Discussion
Acute dyspnoea could be a common symptom within the ED. the quality approach to dyspnoea often relies on radiologic and laboratory results, causing excessive delay before adequate therapy is started. Use of an integrated point-of-care ultrasonography (POCUS) approach can shorten the time needed to formulate a diagnosis, while maintaining a suitable safety profile (1).
Chest computerized tomography (CT) has significant limitations, like exposure to ionized radiation, limited application in certain patients, like pregnant women, the need of transferring a potentially unstable patient to the tomography unit and time consuming (2).
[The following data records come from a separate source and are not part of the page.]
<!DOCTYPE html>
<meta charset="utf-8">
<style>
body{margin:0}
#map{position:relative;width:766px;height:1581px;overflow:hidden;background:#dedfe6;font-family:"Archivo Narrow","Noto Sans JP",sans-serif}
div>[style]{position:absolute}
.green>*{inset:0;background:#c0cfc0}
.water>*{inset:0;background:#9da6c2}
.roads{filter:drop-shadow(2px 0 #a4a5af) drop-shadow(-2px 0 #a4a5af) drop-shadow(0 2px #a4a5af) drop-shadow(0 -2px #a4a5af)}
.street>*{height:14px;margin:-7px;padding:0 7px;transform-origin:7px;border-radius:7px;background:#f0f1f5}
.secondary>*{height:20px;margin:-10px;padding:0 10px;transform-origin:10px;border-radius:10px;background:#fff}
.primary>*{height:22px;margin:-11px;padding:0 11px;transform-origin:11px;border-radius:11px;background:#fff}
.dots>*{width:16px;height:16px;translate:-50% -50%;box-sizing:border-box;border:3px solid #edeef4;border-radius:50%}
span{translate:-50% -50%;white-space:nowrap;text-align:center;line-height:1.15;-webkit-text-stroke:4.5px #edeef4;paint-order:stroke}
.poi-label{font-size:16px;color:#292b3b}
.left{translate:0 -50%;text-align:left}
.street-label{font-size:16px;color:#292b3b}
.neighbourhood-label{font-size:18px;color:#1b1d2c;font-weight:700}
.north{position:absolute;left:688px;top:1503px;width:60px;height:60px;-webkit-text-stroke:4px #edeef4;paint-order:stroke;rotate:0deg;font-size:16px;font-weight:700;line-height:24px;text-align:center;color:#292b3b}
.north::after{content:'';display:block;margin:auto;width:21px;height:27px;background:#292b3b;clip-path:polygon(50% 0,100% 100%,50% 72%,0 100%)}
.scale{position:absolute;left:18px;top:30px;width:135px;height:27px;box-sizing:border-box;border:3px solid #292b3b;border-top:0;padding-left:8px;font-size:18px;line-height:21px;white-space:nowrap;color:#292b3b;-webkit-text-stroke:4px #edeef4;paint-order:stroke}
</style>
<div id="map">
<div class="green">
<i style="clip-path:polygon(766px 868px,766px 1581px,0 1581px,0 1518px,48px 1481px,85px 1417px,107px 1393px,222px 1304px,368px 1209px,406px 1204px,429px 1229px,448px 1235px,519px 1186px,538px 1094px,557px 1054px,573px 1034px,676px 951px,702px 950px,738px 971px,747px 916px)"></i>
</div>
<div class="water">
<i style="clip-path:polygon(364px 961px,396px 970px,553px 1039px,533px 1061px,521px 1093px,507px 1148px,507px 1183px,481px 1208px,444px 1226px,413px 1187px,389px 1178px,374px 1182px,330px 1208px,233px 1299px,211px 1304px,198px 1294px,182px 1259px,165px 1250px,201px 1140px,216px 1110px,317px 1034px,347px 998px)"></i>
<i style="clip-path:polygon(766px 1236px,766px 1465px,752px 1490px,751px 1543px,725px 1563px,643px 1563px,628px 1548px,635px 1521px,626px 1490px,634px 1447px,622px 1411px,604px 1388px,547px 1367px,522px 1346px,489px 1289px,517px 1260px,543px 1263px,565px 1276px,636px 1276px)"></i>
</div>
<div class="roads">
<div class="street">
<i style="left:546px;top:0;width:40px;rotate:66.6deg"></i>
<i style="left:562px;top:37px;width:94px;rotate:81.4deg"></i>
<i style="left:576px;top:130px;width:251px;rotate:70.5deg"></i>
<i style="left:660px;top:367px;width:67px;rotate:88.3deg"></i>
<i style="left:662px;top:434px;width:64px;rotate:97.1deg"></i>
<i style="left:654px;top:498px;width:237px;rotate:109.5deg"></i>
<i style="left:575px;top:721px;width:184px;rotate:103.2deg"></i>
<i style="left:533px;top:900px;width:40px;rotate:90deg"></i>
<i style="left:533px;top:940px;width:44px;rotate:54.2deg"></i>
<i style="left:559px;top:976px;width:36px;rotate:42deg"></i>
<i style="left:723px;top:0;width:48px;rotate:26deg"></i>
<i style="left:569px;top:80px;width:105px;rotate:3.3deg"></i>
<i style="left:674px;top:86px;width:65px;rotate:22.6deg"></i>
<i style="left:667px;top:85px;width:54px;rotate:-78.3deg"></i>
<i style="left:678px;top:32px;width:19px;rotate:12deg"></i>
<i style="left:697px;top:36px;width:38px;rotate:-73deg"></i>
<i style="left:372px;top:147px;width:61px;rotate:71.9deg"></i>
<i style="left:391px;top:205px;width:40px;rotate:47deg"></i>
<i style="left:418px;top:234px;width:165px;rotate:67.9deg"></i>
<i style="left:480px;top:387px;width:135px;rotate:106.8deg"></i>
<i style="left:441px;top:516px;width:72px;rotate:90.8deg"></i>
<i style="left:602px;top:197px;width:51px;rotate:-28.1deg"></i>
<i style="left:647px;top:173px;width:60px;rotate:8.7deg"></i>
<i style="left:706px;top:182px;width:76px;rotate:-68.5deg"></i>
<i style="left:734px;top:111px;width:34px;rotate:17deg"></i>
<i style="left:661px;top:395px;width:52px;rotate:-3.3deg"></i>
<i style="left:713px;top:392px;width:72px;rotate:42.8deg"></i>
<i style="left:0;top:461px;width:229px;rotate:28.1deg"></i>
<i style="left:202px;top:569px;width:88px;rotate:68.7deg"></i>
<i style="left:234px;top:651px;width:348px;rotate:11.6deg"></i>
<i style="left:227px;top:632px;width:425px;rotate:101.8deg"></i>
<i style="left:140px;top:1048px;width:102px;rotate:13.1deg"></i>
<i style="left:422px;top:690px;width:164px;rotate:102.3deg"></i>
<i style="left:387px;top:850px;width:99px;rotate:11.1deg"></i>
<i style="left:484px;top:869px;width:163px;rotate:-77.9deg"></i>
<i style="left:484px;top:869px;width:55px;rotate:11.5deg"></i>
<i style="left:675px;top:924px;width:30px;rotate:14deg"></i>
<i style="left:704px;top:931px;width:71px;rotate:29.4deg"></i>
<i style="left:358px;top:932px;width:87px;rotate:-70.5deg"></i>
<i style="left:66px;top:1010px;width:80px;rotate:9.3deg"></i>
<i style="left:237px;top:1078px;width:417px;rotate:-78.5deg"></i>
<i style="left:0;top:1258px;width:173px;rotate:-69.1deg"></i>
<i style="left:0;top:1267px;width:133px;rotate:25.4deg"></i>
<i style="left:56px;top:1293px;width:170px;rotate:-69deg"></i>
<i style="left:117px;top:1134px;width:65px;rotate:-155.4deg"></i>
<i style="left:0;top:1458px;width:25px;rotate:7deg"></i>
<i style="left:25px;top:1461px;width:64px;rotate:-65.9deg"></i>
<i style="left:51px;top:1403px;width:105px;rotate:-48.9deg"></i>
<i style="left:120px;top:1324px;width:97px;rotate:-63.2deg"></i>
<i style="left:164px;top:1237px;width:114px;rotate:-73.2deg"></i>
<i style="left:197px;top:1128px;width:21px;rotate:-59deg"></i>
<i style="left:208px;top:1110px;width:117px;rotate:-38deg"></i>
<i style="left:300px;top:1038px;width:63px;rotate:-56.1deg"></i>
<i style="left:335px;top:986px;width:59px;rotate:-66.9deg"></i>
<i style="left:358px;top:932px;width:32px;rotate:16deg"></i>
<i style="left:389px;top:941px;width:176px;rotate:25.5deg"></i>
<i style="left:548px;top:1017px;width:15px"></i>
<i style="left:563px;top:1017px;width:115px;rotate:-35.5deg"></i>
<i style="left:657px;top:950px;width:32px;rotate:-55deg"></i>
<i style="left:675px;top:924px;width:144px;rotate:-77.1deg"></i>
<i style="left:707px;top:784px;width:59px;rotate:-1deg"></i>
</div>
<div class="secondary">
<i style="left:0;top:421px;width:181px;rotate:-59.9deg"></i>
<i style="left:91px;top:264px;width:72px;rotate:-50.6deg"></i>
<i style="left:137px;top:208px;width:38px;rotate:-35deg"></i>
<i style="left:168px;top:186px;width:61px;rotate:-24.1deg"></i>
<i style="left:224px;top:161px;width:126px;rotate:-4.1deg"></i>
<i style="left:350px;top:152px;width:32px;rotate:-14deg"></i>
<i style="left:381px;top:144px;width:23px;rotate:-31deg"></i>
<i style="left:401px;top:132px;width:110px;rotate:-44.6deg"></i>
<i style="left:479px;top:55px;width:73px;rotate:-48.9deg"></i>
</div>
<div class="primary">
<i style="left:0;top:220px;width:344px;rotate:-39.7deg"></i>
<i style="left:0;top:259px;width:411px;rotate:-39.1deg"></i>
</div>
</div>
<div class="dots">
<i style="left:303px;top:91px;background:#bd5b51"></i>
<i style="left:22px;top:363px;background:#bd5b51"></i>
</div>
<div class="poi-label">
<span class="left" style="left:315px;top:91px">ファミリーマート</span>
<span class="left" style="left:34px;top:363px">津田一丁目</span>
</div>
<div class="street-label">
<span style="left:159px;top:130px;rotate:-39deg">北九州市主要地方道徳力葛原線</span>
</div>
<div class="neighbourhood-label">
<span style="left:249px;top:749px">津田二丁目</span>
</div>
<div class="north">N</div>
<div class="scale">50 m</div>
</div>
POCUS is employed by physicians at the bedside for rapid, focused and accurate evaluation to spot or rule out various pathologies. Several protocols for POCUS are currently available and employed in different clinical scenarios like undifferentiated dyspnoea, hypoxia or shock, and include the bedside lung ultrasound in emergency (BLUE), the rapid assessment of dyspnoea with ultrasound (RADIUS) and also the rapid ultrasound in shock (RUSH) protocols (3).
The bedside lung ultrasonography in emergency (BLUE) protocol is an algorithm developed by Lichtenstein as a systemic approach to the diagnosis of patients with dyspnoea in critical care units (ICUs) with 90.5% diagnostic accuracy. A (BLUE) protocol provides good step by step approach to diagnose acute dyspnoea (4).
The BLUE protocol started by checking Anterior lung sliding. Presence of sliding exclude pneumothorax. The B profile suggests pulmonary oedema. The A profile prompts an enquiry for thrombosis. The association of A profile with phlebothrombosis (venous scan) favours the diagnosis of pulmonary embolism with 81% sensitivity and 99% specificity (5).
At this point, adding a focus ECHO (FECHO) examination to BLUE protocol can confirm presence of embolism (PE) especially if it’s massive or sub-massive PE. Ultrasound signs of right heart strain include bowing of the IVS into the LV, right ventricular dilatation and systolic dysfunction including McConnell’s sign, possible tricuspid regurgitation, a dilated inferior vena cava and visual right heart thrombus (6).
Coronavirus disease 2019 (COVID-19) is caused by severe acute respiratory syndrome coronavirus 2 (SARS-CoV-2), the World Health Organization (WHO) declared it an pandemic on 11 March 2020 (7).
The effect of SARS-CoV-2 on endothelial cells plays a vital role in vascular injury that contributes to pulmonary, cardiovascular and other manifestations. Endothelial dysfunction and endothelitis are considered the idea of thrombus formation and lead to COVID-19 associated thromboembolic insult of various organs and might partially explain the hypercoagulable state commonly related to patients infected with SARS-CoV-2 (7).
Thromboembolic manifestations of COVID-19 have been described in several reports. In the ED and critical care units, BLUE protocol plus FECHO in the appropriate clinical context is an effective tool to rapidly diagnose acute pulmonary embolism associated with right heart strain and possible thrombus in transit, and guide further treatment (8).
In our case the patient presented with acute dyspnoea with no clinical symptoms or signs that favour diagnosis of (COVID-19), using an Extended BLUE protocol by adding FECHO help in diagnosis acute massive PE with bilateral lower limb DVT. within the context of the present Pandemic with thrombosis everywhere, we diagnose this patient as (COVID-19) infection. Which was confirmed by positive nasopharyngeal swab for SARS-CoV-2 shortly.
We stress on the importance of BLUE protocol for assessment of patient with acute dyspnoea and recommend to include FECHO examination for more accurate diagnosis.